» **Task**
Look through the entries. Copy each line that has the word "margin".

» **Records shown**
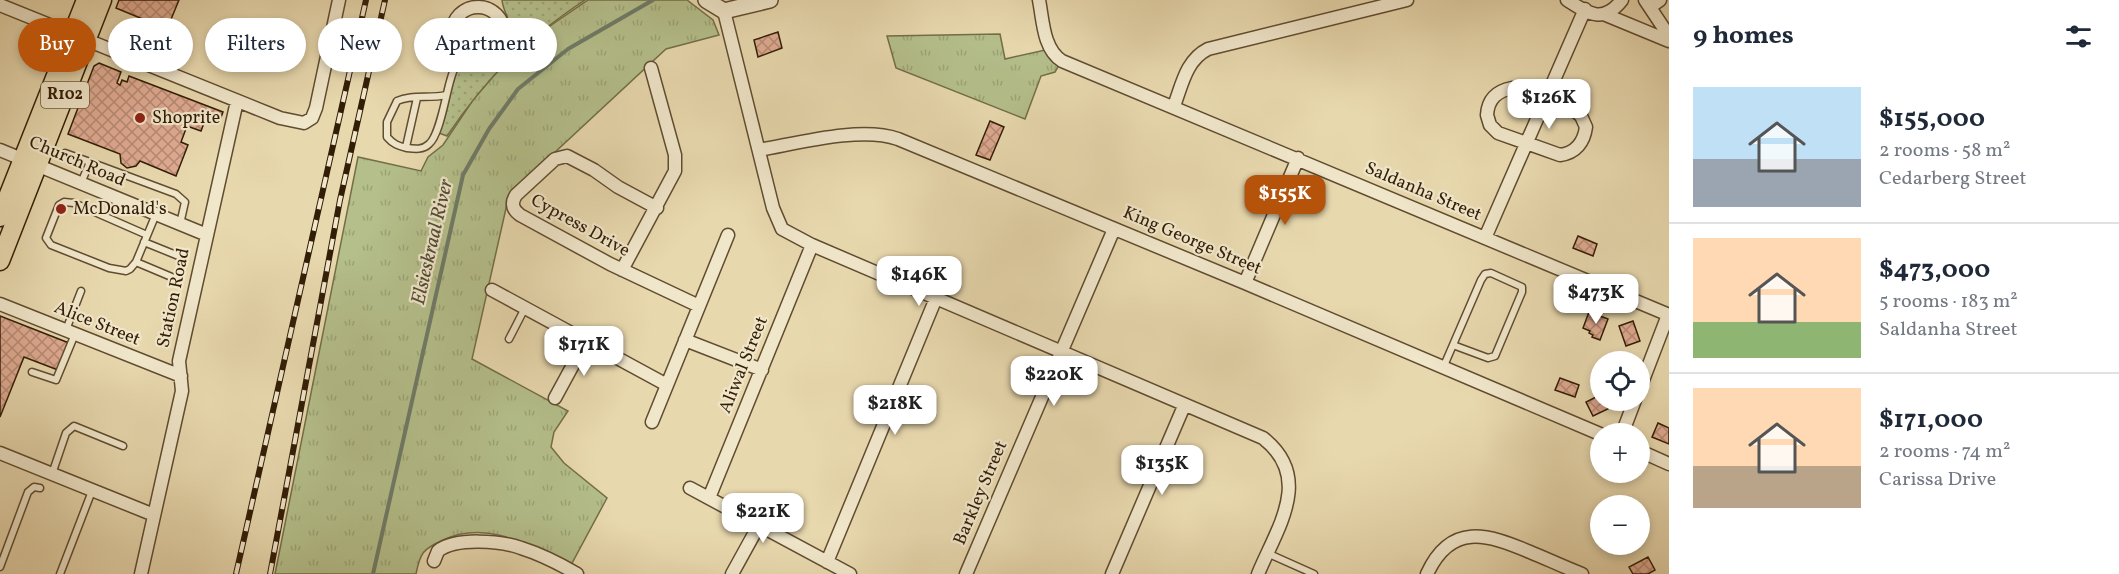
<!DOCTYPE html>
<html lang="en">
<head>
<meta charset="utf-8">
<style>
	:root { --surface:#fff; --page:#f2f2f3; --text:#1f2937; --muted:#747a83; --line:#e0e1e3; --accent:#b45309 }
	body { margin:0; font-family:Vollkorn,serif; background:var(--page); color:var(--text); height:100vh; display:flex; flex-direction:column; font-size:22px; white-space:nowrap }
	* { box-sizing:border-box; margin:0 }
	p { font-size:20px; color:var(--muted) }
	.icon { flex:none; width:33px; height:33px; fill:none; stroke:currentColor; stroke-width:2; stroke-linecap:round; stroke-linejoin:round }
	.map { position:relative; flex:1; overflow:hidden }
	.side { display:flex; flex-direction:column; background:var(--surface); width:450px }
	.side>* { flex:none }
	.guide { position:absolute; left:18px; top:18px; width:570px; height:54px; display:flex; gap:12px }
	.buttons { position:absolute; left:1590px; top:351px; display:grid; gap:12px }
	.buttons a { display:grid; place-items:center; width:60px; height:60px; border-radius:50%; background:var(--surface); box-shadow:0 3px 9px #0003; font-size:30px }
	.price { position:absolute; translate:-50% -51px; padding:0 14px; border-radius:12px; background:#fff; color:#222; font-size:20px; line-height:39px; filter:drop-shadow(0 2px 3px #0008) }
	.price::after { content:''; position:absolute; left:50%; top:36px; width:18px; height:14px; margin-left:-9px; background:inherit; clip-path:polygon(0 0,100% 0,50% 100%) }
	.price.selected { background:var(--accent); color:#fff }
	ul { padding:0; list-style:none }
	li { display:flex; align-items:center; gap:18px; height:150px; padding:0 24px }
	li+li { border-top:2px solid var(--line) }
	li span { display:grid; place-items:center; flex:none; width:168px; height:120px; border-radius:0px; color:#555 }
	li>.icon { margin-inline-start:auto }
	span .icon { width:72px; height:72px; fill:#fffc; stroke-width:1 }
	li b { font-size:26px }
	h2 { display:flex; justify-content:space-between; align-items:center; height:72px; padding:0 24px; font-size:26px }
	.pill { padding:0 21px; border-radius:27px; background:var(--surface); box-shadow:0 3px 9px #0003; font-size:21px; line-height:54px }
	.pill.selected { background:var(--accent); color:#fff }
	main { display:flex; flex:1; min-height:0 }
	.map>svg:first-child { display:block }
</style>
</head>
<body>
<main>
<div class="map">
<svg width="1669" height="574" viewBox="0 0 1669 574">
	<defs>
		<pattern id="grass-tufts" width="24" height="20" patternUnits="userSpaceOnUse" patternTransform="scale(1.5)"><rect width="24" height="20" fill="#b4bf8b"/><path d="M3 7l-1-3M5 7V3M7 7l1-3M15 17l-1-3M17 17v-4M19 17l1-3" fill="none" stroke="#9ba476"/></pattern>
		<pattern id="park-dots" width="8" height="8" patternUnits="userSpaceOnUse" patternTransform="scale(1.5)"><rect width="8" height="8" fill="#b4bf8b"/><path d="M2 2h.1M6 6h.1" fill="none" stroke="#9ba476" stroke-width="1.8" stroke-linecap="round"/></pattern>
		<pattern id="building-cross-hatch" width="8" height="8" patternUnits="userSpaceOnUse" patternTransform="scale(1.5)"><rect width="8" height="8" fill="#dfaa91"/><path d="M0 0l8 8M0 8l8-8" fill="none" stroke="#b58a74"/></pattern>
	</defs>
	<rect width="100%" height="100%" fill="#e8d8ae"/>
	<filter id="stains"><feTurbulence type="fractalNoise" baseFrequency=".00333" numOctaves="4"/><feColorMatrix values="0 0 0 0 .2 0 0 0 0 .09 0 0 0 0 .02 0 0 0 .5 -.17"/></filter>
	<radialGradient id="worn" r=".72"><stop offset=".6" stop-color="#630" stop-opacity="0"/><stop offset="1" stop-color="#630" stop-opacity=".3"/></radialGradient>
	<path fill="url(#grass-tufts)" stroke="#736e48" stroke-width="1.5" d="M588 0H687L713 20 719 35 666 49 509 195 472 359 568 411 554 432 551 447 564 463 607 498 571 565C531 547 489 519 443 540 423 549 420 553 416 574H275L358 157 421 171 428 157 443 145 473 100 496 73 550 26Z
		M1000 34 1005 59 1045 50 1059 65 1055 72 1041 76 1025 119 896 68 887 36Z"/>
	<path fill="url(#park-dots)" stroke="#736e48" stroke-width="1.5" d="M502 0H585C524 41 488 75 447 136L439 133 456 72C465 63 472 68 483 66 500 64 512 49 511 32 511 20 503 12 502 0Z"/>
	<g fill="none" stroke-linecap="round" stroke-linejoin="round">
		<path stroke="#6f7b67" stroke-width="4" d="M373 574 463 175 489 129 518 89 568 49 653 0"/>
	</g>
	<path fill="url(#building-cross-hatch)" stroke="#321d06" stroke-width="1.5" d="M119 0H179L167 29 116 8Z
		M778 32 782 48 758 57 754 40Z
		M99 63 121 72 117 83 120 85 122 80 127 82 129 76 223 112 220 120 207 115 201 131 187 126 181 142 188 145 176 176 140 161 136 166 127 168 121 163 120 154 68 134 94 66Z
		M990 121 1004 127 990 160 976 155Z
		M1578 236 1597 244 1593 256 1573 248Z
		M1589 312 1608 319 1600 340 1592 337 1593 335 1589 333 1590 331 1583 328Z
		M0 316 69 343 58 370 24 357 0 417Z
		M1633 321 1640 341 1626 346 1619 326Z
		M1560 378 1579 385 1575 397 1555 390Z
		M1600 395V400H1609L1612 407 1593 416 1586 402Z
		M1658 423 1669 428V444L1652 437Z
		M1648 557 1655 570 1648 574H1633L1629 567Z"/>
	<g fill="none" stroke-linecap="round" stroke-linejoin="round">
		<defs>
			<path id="service" d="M446 95C430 99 412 94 397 101L387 122V137C393 144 398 146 407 148 415 149 423 150 429 144 440 135 446 93 451 78 453 70 458 61 461 52
				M406 147 417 98
				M65 153 90 162
				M81 183 90 162 176 194 185 202 180 224
				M147 235 74 203 64 202 59 205 46 238 51 245 109 268 126 271 130 269 136 262 156 214
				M144 242 181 257
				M136 262 174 278
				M66 330 81 291
				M509 339 525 308
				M1443 368 1481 280 1485 274 1491 273 1522 287V292L1495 356 1488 358 1453 345
				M32 372 56 380 75 334
				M52 474 66 433 74 426 123 446
				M1267 553 1314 574
				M0 567 28 492 34 487 40 488
				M60 574 92 491"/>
			<path id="minor" d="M1039 0C1043 20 1043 49 1062 61L1669 315
				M1567 0C1589 14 1603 24 1622 0
				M1645 0 1669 36
				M0 5 280 118 304 123 312 118 316 108 339 0
				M1650 7 1660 0
				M452 33a26 26 0 1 1 52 0a26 26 0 1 1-52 0Z
				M724 11 773 208 782 229 812 245 1263 438C1314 478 1277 528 1258 574
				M1606 15 1669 41
				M1512 88 1573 109 1581 116 1586 127C1584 142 1576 153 1560 155L1498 133 1490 125 1487 115C1488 99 1497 91 1512 88Z
				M1174 106C1182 85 1186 60 1208 49L1407 0
				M0 150 207 235
				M759 150C799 143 861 126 898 139L1245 283 1600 434
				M657 208 618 187 594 170 567 156 555 159 516 195C511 203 512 209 520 215L610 264 699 306
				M1485 238 1585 9
				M622 270 675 171V155L651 68
				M1245 283 1298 158
				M492 290 667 385
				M0 304 181 376
				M685 340 762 370
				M1640 388 1668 315
				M555 398 586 341
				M652 422 728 235
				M1622 434 1635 400
				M1640 451 1669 464
				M0 453 154 515
				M690 488 850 574
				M709 498 812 245
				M434 561 438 551C456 537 501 541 521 548 540 554 560 564 577 574
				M827 562 936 298
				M141 574 182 391 179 361 237 101
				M732 574 759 525
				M966 574 1114 229
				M1112 574 1184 406
				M1427 574C1451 522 1487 534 1530 552 1547 559 1564 567 1582 574"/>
			<path id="tertiary" d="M706 0 724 11 770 0"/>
			<path id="primary" d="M0 217 86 0
				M0 261 102 0"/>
		</defs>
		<use href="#service" stroke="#604c30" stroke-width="9"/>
		<use href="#minor" stroke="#604c30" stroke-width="15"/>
		<use href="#tertiary" stroke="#604c30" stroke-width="18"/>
		<use href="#primary" stroke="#321d06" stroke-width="21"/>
		<use href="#service" stroke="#f0e6ca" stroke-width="6"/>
		<use href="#minor" stroke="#f0e6ca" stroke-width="12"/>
		<use href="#tertiary" stroke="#f0e6ca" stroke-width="15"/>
		<use href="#primary" stroke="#e8d8ae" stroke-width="18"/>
		<defs>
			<path id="rail" d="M236 574 366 0
				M270 574 340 200 385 0"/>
		</defs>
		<use href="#rail" stroke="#321d06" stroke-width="6"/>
		<use href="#rail" stroke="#f0e6ca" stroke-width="4" stroke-dasharray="11" stroke-linecap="butt"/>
	</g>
	<g fill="#8f2418" stroke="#f0e6ca" stroke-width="2">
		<circle cx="140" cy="118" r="6"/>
		<circle cx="61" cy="209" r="6"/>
	</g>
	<g text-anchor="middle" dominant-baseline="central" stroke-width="4.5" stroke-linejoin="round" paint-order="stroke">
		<rect fill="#f0e6ca" stroke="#6b5941" stroke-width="1.5" x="41" y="82" width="48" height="26" rx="4.5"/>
		<g font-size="16" font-weight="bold" fill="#321d06">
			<text x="65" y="95">R102</text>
		</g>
		<g font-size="18" fill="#321d06" stroke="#f0e6ca" text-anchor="start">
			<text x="152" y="118">Shoprite</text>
			<text x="73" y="209">McDonald's</text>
		</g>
		<g font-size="18" fill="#321d06" stroke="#f0e6ca">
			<text transform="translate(77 162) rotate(23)">Church Road</text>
			<text transform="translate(1423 192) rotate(23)">Saldanha Street</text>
			<text transform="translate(580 226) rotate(29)">Cypress Drive</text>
			<text transform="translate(1192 241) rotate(23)">King George Street</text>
			<text transform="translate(174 298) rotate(-78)">Station Road</text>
			<text transform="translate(97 324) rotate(22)">Alice Street</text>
			<text transform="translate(744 365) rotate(-68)">Aliwal Street</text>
			<text transform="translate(981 493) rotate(-67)">Barkley Street</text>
		</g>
		<g font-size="20" font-style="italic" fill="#504c37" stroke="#f0e6ca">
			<text transform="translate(433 242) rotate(-77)">Elsieskraal River</text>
		</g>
	</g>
	<rect width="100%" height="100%" filter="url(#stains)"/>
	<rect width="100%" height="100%" fill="url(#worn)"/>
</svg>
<div class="buttons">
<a><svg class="icon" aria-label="locate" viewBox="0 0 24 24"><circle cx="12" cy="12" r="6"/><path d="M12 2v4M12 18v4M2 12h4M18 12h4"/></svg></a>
<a>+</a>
<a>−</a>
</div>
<b class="price" style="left:1549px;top:130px">$126K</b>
<b class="price selected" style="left:1285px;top:226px">$155K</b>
<b class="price" style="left:919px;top:307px">$146K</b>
<b class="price" style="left:1596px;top:325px">$473K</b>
<b class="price" style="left:584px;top:377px">$171K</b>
<b class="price" style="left:1054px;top:407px">$220K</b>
<b class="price" style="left:895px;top:436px">$218K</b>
<b class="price" style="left:1162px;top:496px">$135K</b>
<b class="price" style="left:763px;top:544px">$221K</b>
<div class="guide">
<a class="pill selected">Buy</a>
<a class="pill">Rent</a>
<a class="pill">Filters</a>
<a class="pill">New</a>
<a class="pill">Apartment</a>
</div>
</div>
<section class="side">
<h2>9 homes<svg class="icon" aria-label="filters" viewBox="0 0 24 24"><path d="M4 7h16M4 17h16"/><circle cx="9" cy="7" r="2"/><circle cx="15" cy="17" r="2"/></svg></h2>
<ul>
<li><span style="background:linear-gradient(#bfe0f5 60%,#9aa5b1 0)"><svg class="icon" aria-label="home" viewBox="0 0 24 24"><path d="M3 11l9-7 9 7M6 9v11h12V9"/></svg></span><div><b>$155,000</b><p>2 rooms · 58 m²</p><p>Cedarberg Street</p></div></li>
<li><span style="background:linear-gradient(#ffd9b3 70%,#8fb573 0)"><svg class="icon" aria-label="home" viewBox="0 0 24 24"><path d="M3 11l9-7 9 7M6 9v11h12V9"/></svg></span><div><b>$473,000</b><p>5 rooms · 183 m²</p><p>Saldanha Street</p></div></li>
<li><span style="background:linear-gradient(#ffd9b3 65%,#b9a48a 0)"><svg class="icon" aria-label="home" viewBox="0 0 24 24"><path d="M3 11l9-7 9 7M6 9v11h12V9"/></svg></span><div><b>$171,000</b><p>2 rooms · 74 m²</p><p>Carissa Drive</p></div></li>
</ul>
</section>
</main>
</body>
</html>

» **Your solution**
	body { margin:0; font-family:Vollkorn,serif; background:var(--page); color:var(--text); height:100vh; display:flex; flex-direction:column; font-size:22px; white-space:nowrap }
	* { box-sizing:border-box; margin:0 }
	.price::after { content:''; position:absolute; left:50%; top:36px; width:18px; height:14px; margin-left:-9px; background:inherit; clip-path:polygon(0 0,100% 0,50% 100%) }
	li>.icon { margin-inline-start:auto }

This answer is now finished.